EL DON DE CASIMIRA
Érase
una vez una oveja que no sabía balar. Eso fue desde el principio un problema,
porque cuando nació ni su madre ni el veterinario sabían si estaba viva o
muerta. Y es que la oveja no se movía, no abría los ojos y no decía ni mú.
Perdón,
ni bé.
Sólo
cuando llegó la hora del almuerzo y todas las crías se arremolinaron alrededor
de las ubres de la recién parida, la pequeña se desperezó y se arrimó a sus
hermanas, ingirió su ración y se tendió nuevamente sobre el suelo del establo,
sola en un rincón.
Fue
pasando el tiempo y nada cambiaba. Comía, dormía y caminaba, siempre un tanto
alejada del rebaño, silenciosa y taciturna.
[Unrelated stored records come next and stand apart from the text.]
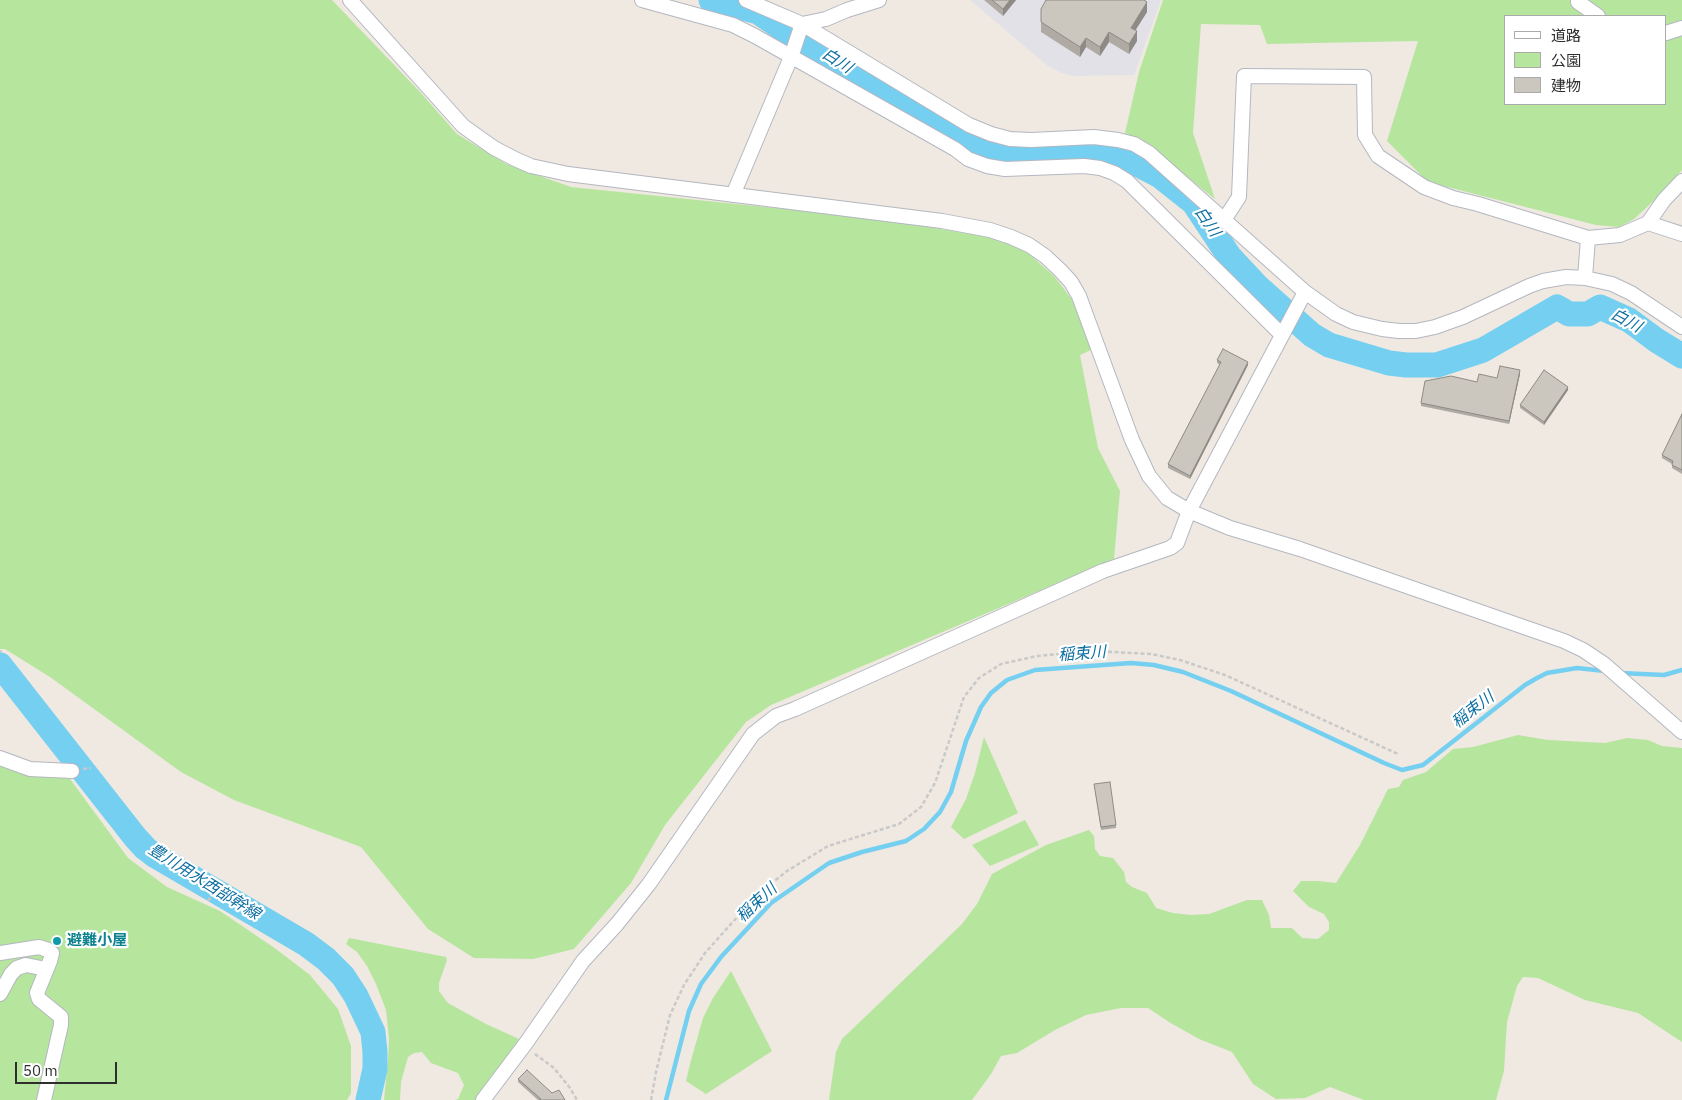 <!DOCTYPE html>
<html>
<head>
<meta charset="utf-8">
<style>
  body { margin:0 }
  #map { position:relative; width:1682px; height:1100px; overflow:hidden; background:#efe9e1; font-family:"IBM Plex Sans","Noto Sans JP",sans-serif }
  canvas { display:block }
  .legend { position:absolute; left:1504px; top:15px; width:162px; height:90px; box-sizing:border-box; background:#fff; border:1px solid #ababab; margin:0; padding:6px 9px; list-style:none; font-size:15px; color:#2e2e2e }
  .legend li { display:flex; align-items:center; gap:10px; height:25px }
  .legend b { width:25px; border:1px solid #ababab }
  .scale { position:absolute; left:15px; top:1062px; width:102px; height:22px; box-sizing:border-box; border:2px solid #2e2e2e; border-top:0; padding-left:6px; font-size:15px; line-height:18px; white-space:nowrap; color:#2e2e2e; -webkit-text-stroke:4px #fff; paint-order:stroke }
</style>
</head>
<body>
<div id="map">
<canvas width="1682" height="1100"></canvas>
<ul class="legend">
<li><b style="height:6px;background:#fff"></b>道路</li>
<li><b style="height:14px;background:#b6e59e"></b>公園</li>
<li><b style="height:14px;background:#cbc7bf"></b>建物</li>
</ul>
<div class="scale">50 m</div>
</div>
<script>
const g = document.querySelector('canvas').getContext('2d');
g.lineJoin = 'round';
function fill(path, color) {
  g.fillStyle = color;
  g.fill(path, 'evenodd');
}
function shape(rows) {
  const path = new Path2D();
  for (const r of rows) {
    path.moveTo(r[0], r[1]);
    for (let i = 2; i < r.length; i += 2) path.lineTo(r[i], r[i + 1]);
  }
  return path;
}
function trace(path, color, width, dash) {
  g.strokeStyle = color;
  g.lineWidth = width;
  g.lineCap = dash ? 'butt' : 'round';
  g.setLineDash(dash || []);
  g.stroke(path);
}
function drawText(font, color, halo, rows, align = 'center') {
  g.font = font + ' "IBM Plex Sans","Noto Sans JP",sans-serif';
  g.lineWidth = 4.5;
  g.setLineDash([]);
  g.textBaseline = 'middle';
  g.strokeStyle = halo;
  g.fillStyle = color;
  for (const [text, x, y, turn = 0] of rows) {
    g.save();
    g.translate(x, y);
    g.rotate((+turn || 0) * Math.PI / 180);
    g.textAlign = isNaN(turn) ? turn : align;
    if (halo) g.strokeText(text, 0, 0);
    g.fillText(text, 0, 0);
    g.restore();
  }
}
fill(shape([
  [970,0,1161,0,1134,75,1075,76,1062,73,1048,66]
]), '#e3e1e8');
fill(shape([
  [0,0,332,0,420,92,457,134,506,164,571,187,882,219,1000,239,1029,254,1054,276,1077,306,1093,349,1080,355,1098,448,1120,491,1114,559,771,705,746,722,665,825,631,883,574,949,533,959,474,958,428,929,361,847,234,800,181,772,50,677,5,649,0,649],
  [1163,0,1682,0,1682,170,1660,195,1634,219,1619,227,1596,225,1428,182,1387,141,1418,41,1267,44,1260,25,1201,24,1193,133,1215,199,1143,142,1125,133,1139,72],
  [1506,16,1666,16,1666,104,1506,104],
  [1518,735,1548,740,1605,743,1627,738,1648,740,1662,746,1682,748,1682,1042,1638,1013,1585,1000,1538,978,1523,977,1517,986,1507,1022,1504,1071,1496,1100,1364,1100,1330,1087,1305,1098,1276,1099,1253,1084,1232,1052,1199,1039,1169,1022,1148,1008,1121,1008,1086,1015,1055,1030,1017,1053,1001,1056,991,1074,972,1100,829,1100,836,1052,842,1039,962,924,977,904,992,874,1046,845,1089,830,1094,836,1095,849,1100,856,1113,858,1124,872,1126,882,1132,887,1147,893,1156,908,1173,913,1191,915,1209,914,1247,900,1262,900,1269,915,1271,928,1292,928,1302,938,1318,939,1329,930,1329,922,1324,914,1309,907,1293,891,1301,881,1318,881,1336,883,1360,845,1388,789,1399,787,1403,780,1426,772,1453,749,1473,747],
  [984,737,1018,813,964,839,951,827,966,799,975,773],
  [0,761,62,768,128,858,167,887,220,911,276,949,310,975,338,1009,351,1046,351,1093,347,1100,0,1100],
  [1025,820,1039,845,990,866,972,845],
  [349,938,446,957,447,960,439,983,439,991,448,1003,486,1024,519,1039,477,1100,455,1100,458,1099,464,1085,458,1073,431,1063,422,1052,414,1053,408,1057,401,1082,400,1100,384,1100,388,1060,389,1039,386,1010,376,984,367,966,357,952,346,944],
  [731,971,772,1051,706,1094,686,1081,690,1064,703,1018,713,998]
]), '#b6e59e');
trace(shape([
  [1620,673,1664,675,1682,670],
  [666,1100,689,1011,701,984,721,957,771,903,829,863,862,852,906,841,924,829,940,812,951,792,966,741,981,707,991,693,1007,680,1035,670,1131,663,1154,665,1183,672,1231,691,1384,763,1402,770,1423,765,1525,685,1537,678,1547,673,1577,668,1605,671]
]), '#75cff0', 4.5);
trace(shape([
  [711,0,758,12,808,46,954,132,981,150,1008,156,1071,156,1097,152,1125,158,1160,176,1194,203,1229,256,1257,286,1312,335,1329,345,1389,363,1406,365,1437,365,1483,350,1557,307,1569,314,1588,314,1600,307,1629,320,1656,340,1682,356],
  [0,665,135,837,145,848,154,855,306,944,326,959,343,976,356,996,373,1032,375,1052,375,1069,368,1100]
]), '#75cff0', 25);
const minor = shape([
  [350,0,463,126,494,148,515,159,531,166,568,174,942,221,990,230,1011,237,1029,245,1045,256,1060,270,1071,282,1079,296,1132,440,1149,476,1167,498,1189,511,1230,528,1300,549,1564,641,1583,650,1604,664,1682,732],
  [642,0,733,25,755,36,955,149,968,159,987,166,1005,169,1084,166,1100,168,1114,173,1127,181,1282,335],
  [746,0,802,24,969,125,991,134,1010,139,1031,140,1094,137,1118,140,1134,144,1149,153,1305,292,1336,314,1353,322,1382,329,1399,331,1416,331,1435,327,1463,317,1529,286,1543,281,1566,277,1585,278,1612,284,1631,293,1682,327],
  [1578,0,1578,2,1598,16],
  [802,24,826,19,847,10,879,0],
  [1666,33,1682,28],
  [733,195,791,57,802,24],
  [1224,220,1239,197,1244,76,1364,77,1365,135,1378,156,1424,187,1453,198,1478,204,1588,238,1620,235,1648,223,1664,200,1682,181],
  [1648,223,1682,234],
  [1585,278,1588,238],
  [0,758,30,769,72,771],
  [0,953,39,947,48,950,52,953,50,961,37,993,39,999,61,1017,61,1025,44,1100],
  [0,994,11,974,17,968,26,965,46,969],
  [483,1100,526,1043,583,961,617,924,649,884,753,734,776,716,795,709,1103,571,1170,548,1177,543,1189,511,1305,292]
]);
trace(minor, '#b4b7c1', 16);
trace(shape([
  [0,652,2,651],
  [83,769,91,768],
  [208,901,218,884],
  [535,1054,554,1068,570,1088,577,1100],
  [651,1100,656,1072,670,1015,684,985,705,953,757,895,787,871,828,846,899,824,921,807,935,783,964,697,979,678,1001,664,1037,656,1093,651,1151,654,1180,660,1225,675,1398,754]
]), '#c9c9c9', 2.5, [4, 2.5]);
trace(minor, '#fff', 14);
fill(shape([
  [984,0,1016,0,1003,16],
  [1041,9,1147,12,1135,31,1137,41,1129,54,1109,42,1100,56,1086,47,1080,57,1041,32],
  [1217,360,1248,365,1190,479,1168,468,1168,464,1220,365,1217,363],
  [1520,374,1509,424,1421,406,1421,403,1477,382],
  [1568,390,1544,425,1520,408,1520,405],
  [1682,414,1682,474,1672,468,1672,464,1662,458,1662,455],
  [1094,784,1116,825,1116,828,1101,830],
  [518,1079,552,1093,565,1100,538,1100,518,1082]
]), '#afaba4');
fill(shape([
  [1010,0,1016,0,1003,16,1003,9],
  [1147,2,1147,12,1131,37,1131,28],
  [1137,31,1137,41,1129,54,1129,44],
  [1109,32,1109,42,1100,56,1100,47],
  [1086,38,1086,47,1080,57,1080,47],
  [1248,362,1248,365,1190,479,1190,476],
  [1520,370,1520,374,1509,424,1509,421],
  [1568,387,1568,390,1544,425,1544,422]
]), '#8e8b86');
const building = shape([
  [992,0,1010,0,1003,9,992,0],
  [1046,0,1144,0,1147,2,1131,28,1137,31,1129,44,1109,32,1100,47,1086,38,1080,47,1041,22,1041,9,1046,0],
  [1223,349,1248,362,1190,476,1168,464,1221,362,1217,360,1223,349],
  [1500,366,1520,370,1509,421,1421,403,1425,381,1451,376,1477,382,1479,374,1497,378,1500,366],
  [1544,370,1568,387,1544,422,1520,405,1544,370],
  [1682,414,1682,470,1672,465,1673,461,1662,455,1682,414],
  [1110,782,1116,825,1101,827,1094,784,1110,782],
  [527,1070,552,1093,559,1090,565,1100,540,1100,541,1099,518,1079,527,1070]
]);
fill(building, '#cbc7bf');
trace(building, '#8e8b86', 1);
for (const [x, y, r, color] of [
  [57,941,5,"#0f9aa8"]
]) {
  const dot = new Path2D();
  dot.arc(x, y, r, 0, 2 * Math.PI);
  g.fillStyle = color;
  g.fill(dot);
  trace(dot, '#fff', 2);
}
drawText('bold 15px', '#0d838f', '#fff', [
  ["避難小屋",67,941]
], 'left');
drawText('italic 16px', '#0d6fa3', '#fff', [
  ["白川",837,61,32],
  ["白川",1207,222,56],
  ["白川",1626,321,28],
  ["稲束川",1082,654,-4],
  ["稲束川",1473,710,-38],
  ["豊川用水西部幹線",204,882,32],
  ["稲束川",757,903,-43]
]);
</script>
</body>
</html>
Siempre pensativa. Siempre
cabizbaja. Y es que Casimira (que así es como se llamaba) era, por alguna razón
incomprensible, incapaz de comprender el lenguaje bovino. O sí. Pero no podía
hablarlo. De hecho, su dificultad para comunicarse la acabó haciendo
desarrollar la capacidad de leer en los labios, no sólo de las bestias, sino
también de los humanos. Pero nadie lo supo nunca.
Porque
era incapaz de hablar.
Sabía,
por tanto, cuál era el destino de las bestias que cada cierto tiempo eran
retiradas del rebaño y metidas en un camión, y que partían encantadas rumbo a
lo que ellas imaginaban un destino idílico. Sobre todo teniendo en cuenta que
ese viaje no tenían que realizarlo a pie. Y es a que las ovejas, por mucho que
nos extrañe, lo que realmente les gusta es tumbarse a la bartola y pastar
tranquilamente dentro de un cercado, y no andar todo el año de aquí para allá, pateando
caminos y comiéndose las sobras de las cosechas.
Aquella
tarde se le heló la sangre a Casimira cuando vio al pastor hablar con el chófer
del camión, diciéndole que eran las ovejas marcadas, como ella, con la figura
de un triángulo, las que debía llevarse al día siguiente. Casimira no sabía qué
hacer para alertar al resto del rebaño. Le hubiera gustado hablar, pero no le
salían las palabras. De modo que se subió a lo alto de un tronco, empezó a hacer
aspavientos y al final le brotó de las entrañas un sonido melodioso y triste,
una especie de canto hipnótico, como el que dicen que entonan las sirenas, y
todas las ovejas se arremolinaron en torno a ella. Después llegaron los perros,
y las cabras, y hasta el chivo, que andaba siempre por libre, rumiando en
silencio, meneando su cencerro y sin obedecer a nadie.
Fue
entonces cuando Casimira se bajó del poste y se fue alejando lentamente, lanudo
flautista de Hamelín, sin dejar de cantar, llevando tras de sí, inocentes y
hechizados, a todos los animales de la granja y dejando atrás al pastor con su
zurrón y su cayado, al alegre camionero pelirrojo aficionado al tinto con sifón
y a su horrible, siniestro y ruidoso camión anaranjado.